### What to work on
Retype each line of the material exactly, please, skipping any picture in it.

### Provided entries

::::::::

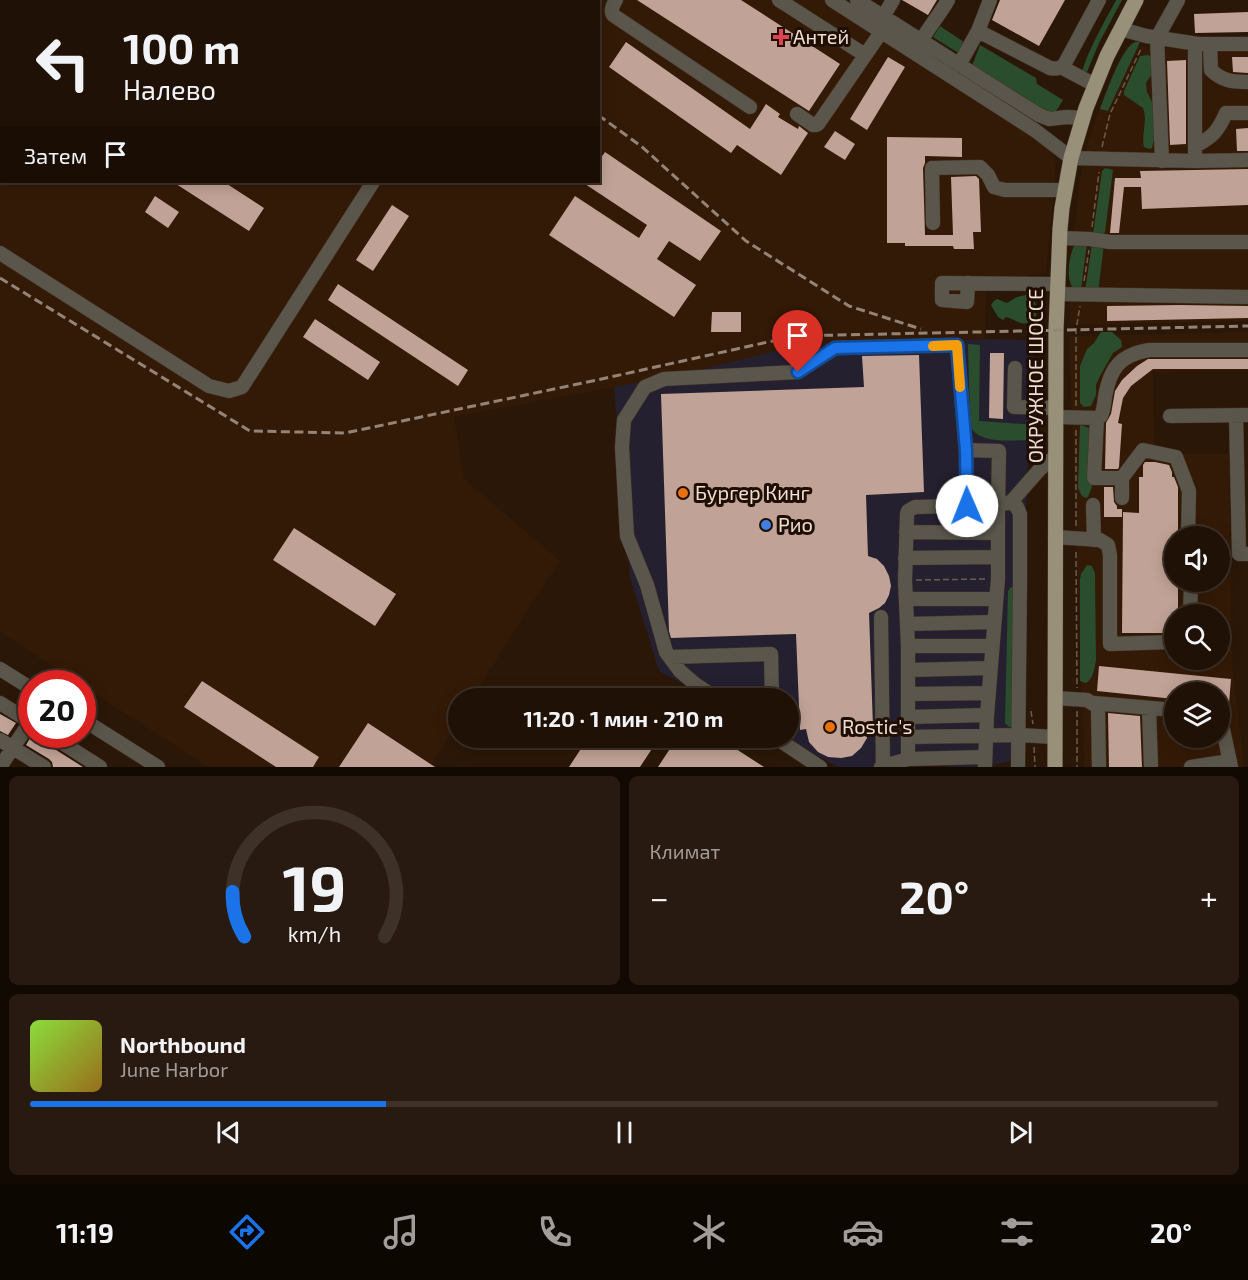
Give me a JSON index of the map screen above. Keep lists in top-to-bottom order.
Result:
{
  "streets": {
    "main road": ["ОКРУЖНОЕ ШОССЕ"]
  },
  "places": {
    "health": ["Антей"],
    "other": ["Бургер Кинг", "Рио", "Rostic's"]
  },
  "page": {
    "turn": ["100 m", "Налево"],
    "then": "Затем",
    "limit": "20",
    "trip": "11:20 · 1 мин · 210 m",
    "tile": "Климат",
    "heat": ["−", "20°", "+"],
    "song": ["Northbound", "June Harbor"],
    "tabs": ["11:19", "20°"],
    "gauge": ["19", "km/h"]
  }
}
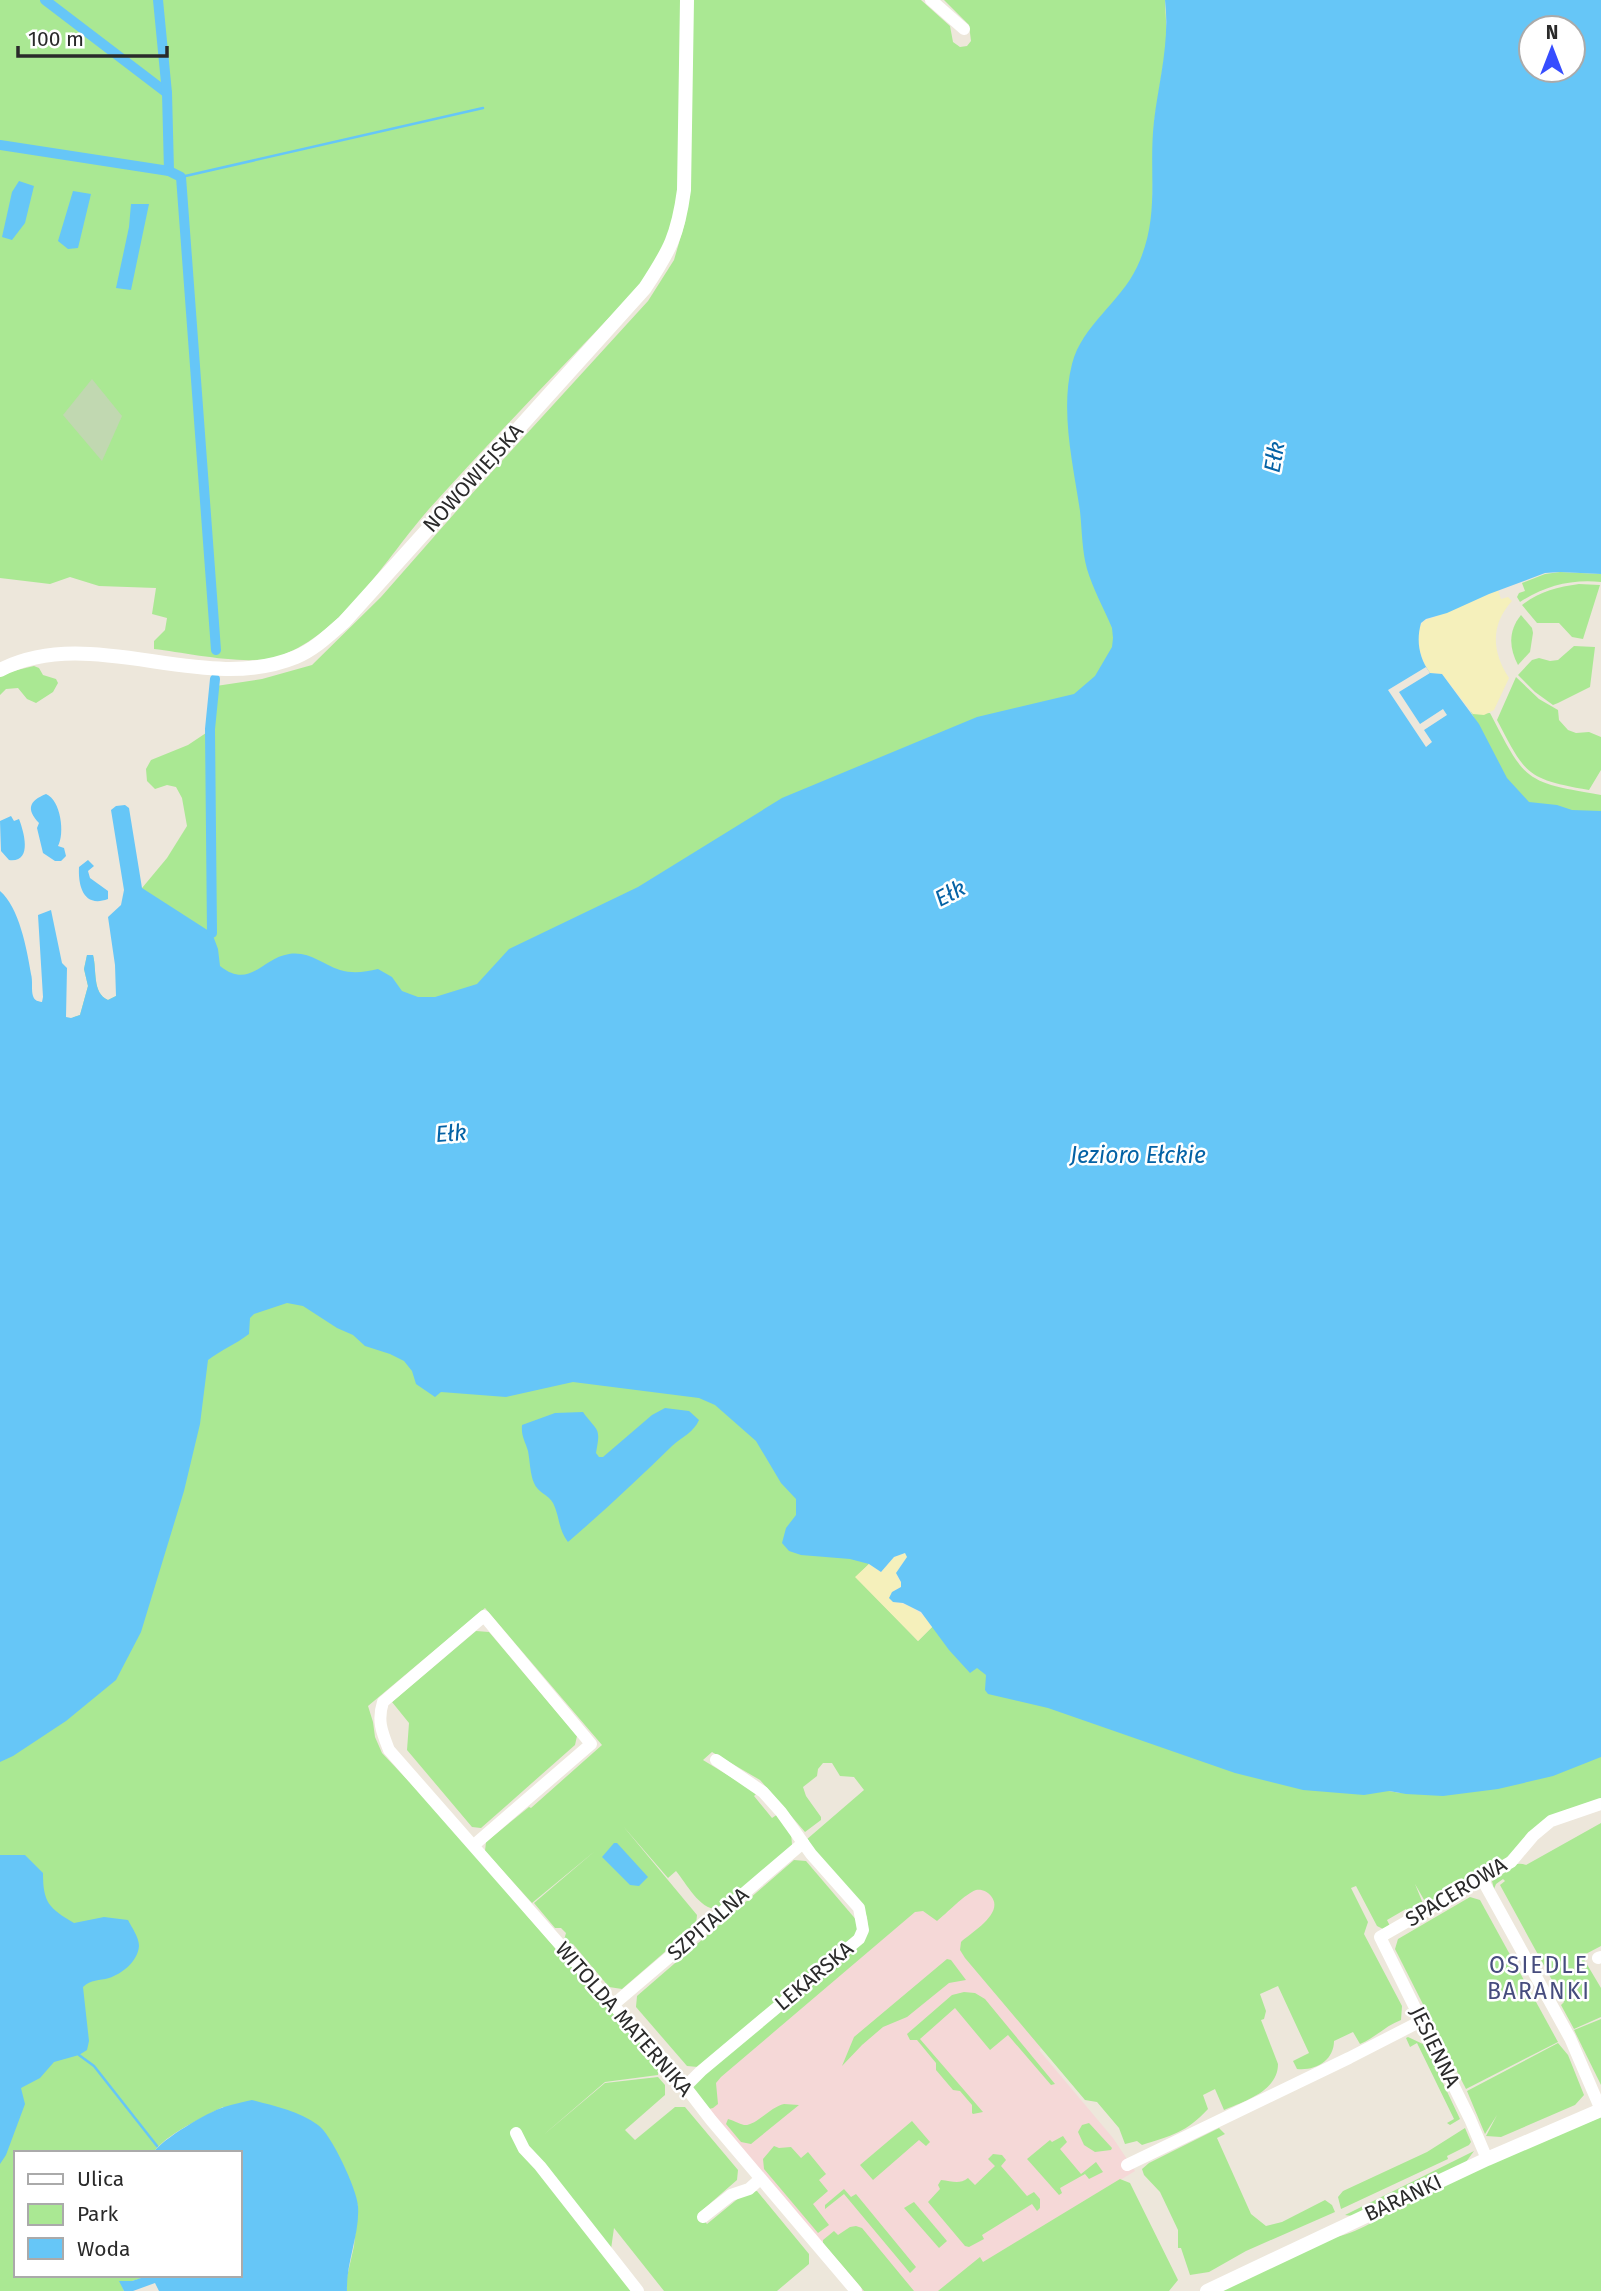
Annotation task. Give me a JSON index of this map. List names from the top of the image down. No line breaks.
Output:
{"streets":{"street":["NOWOWIEJSKA","SPACEROWA","SZPITALNA","LEKARSKA","WITOLDA MATERNIKA","JESIENNA","BARANKI"]},"crossings":[["SPACEROWA","JESIENNA"],["SZPITALNA","LEKARSKA"],["SZPITALNA","WITOLDA MATERNIKA"],["LEKARSKA","WITOLDA MATERNIKA"],["JESIENNA","BARANKI"]],"districts":["OSIEDLE BARANKI"],"water":["Ełk","Jezioro Ełckie"],"legend":["Ulica","Park","Woda"],"scale_bar":"100 m","north":"top"}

::::::::

### Exercise output
Give me a JSON index of the map screen above. Keep lists in top-to-bottom order.
Result:
{
  "streets": {
    "main road": ["ОКРУЖНОЕ ШОССЕ"]
  },
  "places": {
    "health": ["Антей"],
    "other": ["Бургер Кинг", "Рио", "Rostic's"]
  },
  "page": {
    "turn": ["100 m", "Налево"],
    "then": "Затем",
    "limit": "20",
    "trip": "11:20 · 1 мин · 210 m",
    "tile": "Климат",
    "heat": ["−", "20°", "+"],
    "song": ["Northbound", "June Harbor"],
    "tabs": ["11:19", "20°"],
    "gauge": ["19", "km/h"]
  }
}
Annotation task. Give me a JSON index of this map. List names from the top of the image down. No line breaks.
Output:
{"streets":{"street":["NOWOWIEJSKA","SPACEROWA","SZPITALNA","LEKARSKA","WITOLDA MATERNIKA","JESIENNA","BARANKI"]},"crossings":[["SPACEROWA","JESIENNA"],["SZPITALNA","LEKARSKA"],["SZPITALNA","WITOLDA MATERNIKA"],["LEKARSKA","WITOLDA MATERNIKA"],["JESIENNA","BARANKI"]],"districts":["OSIEDLE BARANKI"],"water":["Ełk","Jezioro Ełckie"],"legend":["Ulica","Park","Woda"],"scale_bar":"100 m","north":"top"}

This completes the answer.